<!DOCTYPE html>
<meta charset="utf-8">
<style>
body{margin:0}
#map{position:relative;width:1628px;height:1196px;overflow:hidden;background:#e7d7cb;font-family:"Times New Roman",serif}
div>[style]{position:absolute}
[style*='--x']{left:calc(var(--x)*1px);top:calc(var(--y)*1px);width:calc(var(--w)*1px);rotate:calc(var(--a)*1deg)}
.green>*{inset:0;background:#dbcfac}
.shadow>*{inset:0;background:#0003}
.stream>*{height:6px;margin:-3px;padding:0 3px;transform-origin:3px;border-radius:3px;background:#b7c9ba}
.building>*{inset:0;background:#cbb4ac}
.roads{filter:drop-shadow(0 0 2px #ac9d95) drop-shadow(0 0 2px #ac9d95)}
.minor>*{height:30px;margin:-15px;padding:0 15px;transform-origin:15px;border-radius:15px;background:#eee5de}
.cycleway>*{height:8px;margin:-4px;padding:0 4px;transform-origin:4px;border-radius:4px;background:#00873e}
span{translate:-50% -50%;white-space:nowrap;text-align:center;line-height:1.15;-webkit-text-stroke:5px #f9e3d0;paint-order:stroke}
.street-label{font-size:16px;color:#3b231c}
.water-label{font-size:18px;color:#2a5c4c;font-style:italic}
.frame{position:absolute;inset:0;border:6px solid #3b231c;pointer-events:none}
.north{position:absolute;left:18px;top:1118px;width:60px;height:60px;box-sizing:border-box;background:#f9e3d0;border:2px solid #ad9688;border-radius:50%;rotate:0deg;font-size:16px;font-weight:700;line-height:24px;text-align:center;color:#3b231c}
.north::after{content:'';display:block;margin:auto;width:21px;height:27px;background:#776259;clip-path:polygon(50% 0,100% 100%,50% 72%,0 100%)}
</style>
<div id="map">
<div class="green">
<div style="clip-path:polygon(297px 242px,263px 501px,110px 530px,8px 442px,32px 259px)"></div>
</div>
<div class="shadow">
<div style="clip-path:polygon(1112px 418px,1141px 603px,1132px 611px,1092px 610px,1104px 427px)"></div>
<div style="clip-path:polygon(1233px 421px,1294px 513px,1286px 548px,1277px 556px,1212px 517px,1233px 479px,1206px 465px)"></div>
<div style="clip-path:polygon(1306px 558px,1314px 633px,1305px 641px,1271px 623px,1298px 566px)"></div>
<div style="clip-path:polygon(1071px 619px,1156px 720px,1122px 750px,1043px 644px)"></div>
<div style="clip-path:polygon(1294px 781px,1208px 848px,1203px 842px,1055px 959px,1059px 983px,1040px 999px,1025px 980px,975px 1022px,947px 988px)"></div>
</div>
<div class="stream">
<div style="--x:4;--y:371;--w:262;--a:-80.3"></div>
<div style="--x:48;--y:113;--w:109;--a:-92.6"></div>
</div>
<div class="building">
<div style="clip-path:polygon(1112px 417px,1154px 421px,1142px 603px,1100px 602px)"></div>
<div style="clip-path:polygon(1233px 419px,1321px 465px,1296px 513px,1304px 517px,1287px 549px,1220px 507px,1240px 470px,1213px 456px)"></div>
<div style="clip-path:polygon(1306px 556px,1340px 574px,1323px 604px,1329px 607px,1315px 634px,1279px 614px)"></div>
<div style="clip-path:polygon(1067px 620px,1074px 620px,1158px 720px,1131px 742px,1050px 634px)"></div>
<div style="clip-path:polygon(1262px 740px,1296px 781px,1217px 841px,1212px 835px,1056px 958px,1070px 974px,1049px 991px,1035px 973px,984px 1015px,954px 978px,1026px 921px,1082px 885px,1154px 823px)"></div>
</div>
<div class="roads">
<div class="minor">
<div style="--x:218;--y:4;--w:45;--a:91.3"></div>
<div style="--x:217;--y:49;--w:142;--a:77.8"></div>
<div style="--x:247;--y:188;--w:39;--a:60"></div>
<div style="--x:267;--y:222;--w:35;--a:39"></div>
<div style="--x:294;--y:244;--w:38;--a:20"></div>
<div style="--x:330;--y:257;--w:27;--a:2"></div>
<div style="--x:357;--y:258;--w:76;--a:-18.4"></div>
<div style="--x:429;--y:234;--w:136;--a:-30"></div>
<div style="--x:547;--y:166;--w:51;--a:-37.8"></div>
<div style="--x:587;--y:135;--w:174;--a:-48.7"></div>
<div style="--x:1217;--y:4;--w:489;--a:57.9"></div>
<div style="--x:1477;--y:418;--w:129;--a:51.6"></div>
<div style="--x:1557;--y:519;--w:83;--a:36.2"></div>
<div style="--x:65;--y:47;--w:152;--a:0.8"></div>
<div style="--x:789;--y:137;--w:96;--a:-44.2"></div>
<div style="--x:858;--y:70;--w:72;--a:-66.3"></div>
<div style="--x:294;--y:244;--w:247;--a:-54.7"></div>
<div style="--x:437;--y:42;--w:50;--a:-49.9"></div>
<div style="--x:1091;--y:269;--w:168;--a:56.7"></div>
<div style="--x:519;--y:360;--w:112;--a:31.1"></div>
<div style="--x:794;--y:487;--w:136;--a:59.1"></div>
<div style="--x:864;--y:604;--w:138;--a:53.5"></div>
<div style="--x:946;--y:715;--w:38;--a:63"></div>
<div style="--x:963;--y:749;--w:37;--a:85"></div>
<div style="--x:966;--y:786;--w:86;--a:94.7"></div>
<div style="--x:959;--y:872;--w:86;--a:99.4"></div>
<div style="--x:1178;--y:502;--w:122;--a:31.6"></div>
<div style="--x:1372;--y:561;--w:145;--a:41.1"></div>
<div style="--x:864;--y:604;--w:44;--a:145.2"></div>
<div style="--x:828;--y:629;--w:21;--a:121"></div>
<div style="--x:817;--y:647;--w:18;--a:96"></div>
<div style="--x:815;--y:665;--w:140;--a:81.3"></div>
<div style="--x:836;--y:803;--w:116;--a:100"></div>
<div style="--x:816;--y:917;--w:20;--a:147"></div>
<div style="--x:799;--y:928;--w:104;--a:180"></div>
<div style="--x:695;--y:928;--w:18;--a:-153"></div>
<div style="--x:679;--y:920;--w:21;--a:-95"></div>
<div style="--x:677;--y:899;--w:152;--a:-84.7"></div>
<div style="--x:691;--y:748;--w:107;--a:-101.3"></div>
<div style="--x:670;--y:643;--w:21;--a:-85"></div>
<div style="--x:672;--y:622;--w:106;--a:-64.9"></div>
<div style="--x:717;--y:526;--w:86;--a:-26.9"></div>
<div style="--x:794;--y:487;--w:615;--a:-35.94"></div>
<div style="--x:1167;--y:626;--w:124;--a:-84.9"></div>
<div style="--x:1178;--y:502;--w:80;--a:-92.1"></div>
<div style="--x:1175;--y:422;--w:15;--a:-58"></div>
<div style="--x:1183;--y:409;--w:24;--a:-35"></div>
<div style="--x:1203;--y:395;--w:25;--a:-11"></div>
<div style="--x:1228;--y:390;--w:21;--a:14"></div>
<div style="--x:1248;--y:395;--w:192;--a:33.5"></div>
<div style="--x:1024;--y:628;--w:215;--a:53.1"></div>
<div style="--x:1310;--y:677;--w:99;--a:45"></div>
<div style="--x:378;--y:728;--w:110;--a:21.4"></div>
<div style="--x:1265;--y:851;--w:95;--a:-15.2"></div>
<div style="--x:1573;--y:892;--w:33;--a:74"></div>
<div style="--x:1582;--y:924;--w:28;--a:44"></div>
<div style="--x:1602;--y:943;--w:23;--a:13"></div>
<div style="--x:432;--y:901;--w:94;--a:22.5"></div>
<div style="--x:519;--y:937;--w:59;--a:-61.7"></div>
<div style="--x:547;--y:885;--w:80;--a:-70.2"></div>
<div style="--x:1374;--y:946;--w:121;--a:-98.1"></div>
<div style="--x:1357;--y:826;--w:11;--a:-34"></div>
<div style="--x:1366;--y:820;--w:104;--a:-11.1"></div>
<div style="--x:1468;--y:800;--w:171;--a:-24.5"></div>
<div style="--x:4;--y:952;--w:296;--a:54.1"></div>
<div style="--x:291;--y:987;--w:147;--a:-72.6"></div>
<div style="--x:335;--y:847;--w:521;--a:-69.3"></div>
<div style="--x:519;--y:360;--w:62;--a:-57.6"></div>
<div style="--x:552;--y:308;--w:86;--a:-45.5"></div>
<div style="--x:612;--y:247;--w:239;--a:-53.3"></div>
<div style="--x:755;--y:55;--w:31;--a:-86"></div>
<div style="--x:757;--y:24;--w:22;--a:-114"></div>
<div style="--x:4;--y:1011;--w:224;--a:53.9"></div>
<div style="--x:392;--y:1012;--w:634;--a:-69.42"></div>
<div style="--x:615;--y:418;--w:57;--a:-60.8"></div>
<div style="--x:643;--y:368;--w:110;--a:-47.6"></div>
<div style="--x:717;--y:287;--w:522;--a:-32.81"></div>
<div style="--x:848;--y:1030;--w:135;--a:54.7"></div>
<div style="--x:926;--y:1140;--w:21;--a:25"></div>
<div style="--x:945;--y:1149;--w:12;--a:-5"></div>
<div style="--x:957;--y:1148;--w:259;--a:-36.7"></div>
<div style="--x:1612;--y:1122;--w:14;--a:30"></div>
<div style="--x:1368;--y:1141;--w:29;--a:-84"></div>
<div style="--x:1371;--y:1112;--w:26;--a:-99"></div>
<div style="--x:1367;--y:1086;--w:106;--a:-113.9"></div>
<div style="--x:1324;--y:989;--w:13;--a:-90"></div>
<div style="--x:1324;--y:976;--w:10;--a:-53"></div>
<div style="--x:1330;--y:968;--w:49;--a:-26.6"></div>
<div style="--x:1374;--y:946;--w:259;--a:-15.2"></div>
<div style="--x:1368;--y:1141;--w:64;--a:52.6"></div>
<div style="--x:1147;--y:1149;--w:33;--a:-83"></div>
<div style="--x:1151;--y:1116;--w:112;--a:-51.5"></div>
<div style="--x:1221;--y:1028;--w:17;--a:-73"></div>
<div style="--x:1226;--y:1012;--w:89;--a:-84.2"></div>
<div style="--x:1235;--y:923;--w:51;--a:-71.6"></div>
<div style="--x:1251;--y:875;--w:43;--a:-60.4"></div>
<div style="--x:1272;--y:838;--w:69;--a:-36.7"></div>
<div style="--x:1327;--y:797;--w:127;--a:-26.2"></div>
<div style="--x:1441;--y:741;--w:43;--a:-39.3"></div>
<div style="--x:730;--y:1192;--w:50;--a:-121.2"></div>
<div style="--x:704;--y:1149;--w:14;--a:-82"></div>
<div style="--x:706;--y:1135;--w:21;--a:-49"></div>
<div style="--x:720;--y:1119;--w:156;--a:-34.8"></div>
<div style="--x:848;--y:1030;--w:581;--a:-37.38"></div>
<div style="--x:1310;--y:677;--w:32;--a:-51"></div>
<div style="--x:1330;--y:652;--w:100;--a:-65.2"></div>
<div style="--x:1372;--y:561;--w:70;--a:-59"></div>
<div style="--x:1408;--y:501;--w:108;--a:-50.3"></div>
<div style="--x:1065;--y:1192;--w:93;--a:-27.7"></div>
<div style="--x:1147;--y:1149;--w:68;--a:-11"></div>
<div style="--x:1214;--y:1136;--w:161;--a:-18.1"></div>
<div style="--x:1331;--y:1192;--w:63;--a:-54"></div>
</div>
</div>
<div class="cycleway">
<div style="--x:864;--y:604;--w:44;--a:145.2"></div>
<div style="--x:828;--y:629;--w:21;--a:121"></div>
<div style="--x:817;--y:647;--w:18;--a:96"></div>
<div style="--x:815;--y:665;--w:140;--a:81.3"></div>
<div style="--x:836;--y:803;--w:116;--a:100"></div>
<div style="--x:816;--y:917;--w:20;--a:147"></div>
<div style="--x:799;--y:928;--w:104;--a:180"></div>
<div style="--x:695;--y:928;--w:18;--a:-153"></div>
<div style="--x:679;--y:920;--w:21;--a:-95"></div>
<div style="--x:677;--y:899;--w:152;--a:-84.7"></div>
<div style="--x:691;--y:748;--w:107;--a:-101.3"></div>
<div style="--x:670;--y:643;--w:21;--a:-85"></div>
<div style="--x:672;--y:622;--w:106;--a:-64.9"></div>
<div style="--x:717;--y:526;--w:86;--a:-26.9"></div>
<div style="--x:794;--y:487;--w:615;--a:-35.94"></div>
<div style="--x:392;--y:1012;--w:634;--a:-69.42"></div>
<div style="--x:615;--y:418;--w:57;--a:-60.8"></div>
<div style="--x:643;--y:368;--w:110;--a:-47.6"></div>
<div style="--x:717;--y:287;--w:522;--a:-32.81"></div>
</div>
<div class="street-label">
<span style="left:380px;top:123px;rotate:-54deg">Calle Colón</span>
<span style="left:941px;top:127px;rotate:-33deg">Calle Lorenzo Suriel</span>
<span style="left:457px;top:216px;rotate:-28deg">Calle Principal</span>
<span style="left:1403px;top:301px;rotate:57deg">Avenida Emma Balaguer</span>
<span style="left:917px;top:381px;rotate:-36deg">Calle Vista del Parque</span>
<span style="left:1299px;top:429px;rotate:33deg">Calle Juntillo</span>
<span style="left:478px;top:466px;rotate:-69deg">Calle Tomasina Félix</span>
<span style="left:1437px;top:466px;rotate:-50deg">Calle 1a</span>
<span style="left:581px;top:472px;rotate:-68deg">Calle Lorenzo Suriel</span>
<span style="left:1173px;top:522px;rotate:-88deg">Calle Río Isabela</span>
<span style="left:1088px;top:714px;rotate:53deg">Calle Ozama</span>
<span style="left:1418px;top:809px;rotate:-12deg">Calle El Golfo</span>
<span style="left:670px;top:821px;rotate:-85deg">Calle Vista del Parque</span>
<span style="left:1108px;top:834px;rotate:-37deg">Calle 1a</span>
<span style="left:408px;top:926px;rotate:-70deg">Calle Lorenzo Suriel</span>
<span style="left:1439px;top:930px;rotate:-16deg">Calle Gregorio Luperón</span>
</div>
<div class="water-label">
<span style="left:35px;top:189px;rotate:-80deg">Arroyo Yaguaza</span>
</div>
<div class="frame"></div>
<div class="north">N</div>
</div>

EXERCISE INSTRUCTIONS: Look through the data above. Each line containing the word "stream" needs to be copied.

TASK OUTPUT:
.stream>*{height:6px;margin:-3px;padding:0 3px;transform-origin:3px;border-radius:3px;background:#b7c9ba}
<div class="stream">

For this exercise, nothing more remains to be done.